The princess’s Baklava had to be perfect but what came out of the oven wasn’t always just so and so much Baklava came out of the oven. Four men worked in shifts rolling out the tissue thin sheets of phyllo dough. There was a royal bee keeper, royal wheat fields, and a grove of royal walnuts. Because the princess’s craving could come at any time Baklava was baked all hours of the day and night. On holidays all commerce in the kingdom stopped but still the Baklava was baked. The King was sick of Baklava, the Queen grew tired of it too. The ladies in waiting, the knights, the court, and courtiers all soon pushed their phyllo laden plates away. But not the princess. It was whispered that she smelled of honey, and one bold knight claimed she tasted of it too.
The town’s people could smell Baklava in their sleep but it was forbidden to share it outside the castle walls. If anyone could eat the princess’s Baklava than it would no longer be royal. “I will not share with swine’” she said, meaning the people of the village. The royal hogs had been eating Baklava bits for years.
It was decided that the princess should marry while she was still beautiful. Her’s was a small kingdom with a vital port surrounded by larger kingdoms with larger armies. An alliance was to be formed, negotiations began.
The sticking point was the Baklava: one young prince was allergic to nuts, another to bees, a third claimed a gluten intolerance. The princess threatened to throw herself into the sea if the King denied her only constant companion, her sweet and (mostly) silent best friend. The King threatened to bind the princess to her bedpost and forbid all food and water until she accepted a proposal. The princess knew the king would never follow through on his threat. The king knew his daughter would die before giving in.

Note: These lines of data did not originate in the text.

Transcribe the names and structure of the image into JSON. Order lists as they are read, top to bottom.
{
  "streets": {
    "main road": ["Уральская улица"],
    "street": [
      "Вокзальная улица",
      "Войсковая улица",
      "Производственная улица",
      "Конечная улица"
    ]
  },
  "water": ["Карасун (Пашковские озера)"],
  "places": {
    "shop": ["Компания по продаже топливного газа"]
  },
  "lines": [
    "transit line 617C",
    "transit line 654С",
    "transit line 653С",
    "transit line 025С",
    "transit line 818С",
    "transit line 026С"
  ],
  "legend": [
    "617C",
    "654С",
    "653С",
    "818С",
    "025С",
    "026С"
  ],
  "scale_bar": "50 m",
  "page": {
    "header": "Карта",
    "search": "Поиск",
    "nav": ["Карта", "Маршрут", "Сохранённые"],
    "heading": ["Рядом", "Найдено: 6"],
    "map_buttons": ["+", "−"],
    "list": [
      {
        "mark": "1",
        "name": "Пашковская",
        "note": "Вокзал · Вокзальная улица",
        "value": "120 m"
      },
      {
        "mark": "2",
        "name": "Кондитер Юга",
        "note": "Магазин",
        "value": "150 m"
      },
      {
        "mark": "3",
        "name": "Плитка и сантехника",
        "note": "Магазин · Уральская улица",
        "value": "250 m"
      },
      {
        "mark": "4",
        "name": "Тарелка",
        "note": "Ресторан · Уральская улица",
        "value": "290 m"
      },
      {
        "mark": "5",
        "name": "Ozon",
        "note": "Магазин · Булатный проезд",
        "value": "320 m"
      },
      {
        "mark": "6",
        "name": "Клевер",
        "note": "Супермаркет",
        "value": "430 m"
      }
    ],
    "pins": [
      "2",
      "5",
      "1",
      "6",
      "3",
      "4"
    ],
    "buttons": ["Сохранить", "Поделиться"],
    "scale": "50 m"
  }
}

One day a fleet of brightly painted ships approached the kingdom. Sturdy ships with gun wales and crimson sails. The kingdom prepared for war but the ships from across the sea came in peace. An emissary came ashore and sought the king’s council: rumors of the beautiful Baklava princess had drifted across the waters. The emissary spoke for his prince across the sea, a king seeking alliance, a prince willing for his royal chambers to smell of honey and nuts, a prince seeking a bride. The ships carried gold and other gifts. The prince was waiting for his emissary to return with the princess. “He’s not here?” the king asked. “No.” The emissary replied. “But I’ve brought an etching.”
Contracts were signed and the princess, accompanied by her ladies in waiting, the phyllo rollers and the bakers — who would all miss their families very much—were packed up and shipped across the sea.
Soon the kingdom began to smell of the usual things, some pleasant surprises like green grass and yeasted breads, others unwelcome like dung and rotting fish. The queen would sometimes eat a small plate of Baklava and weep for her daughter but the rest of the kingdom moved on wondering only fleetingly how the princess fared in foreign land. The princess never came home again but there were children, and etchings.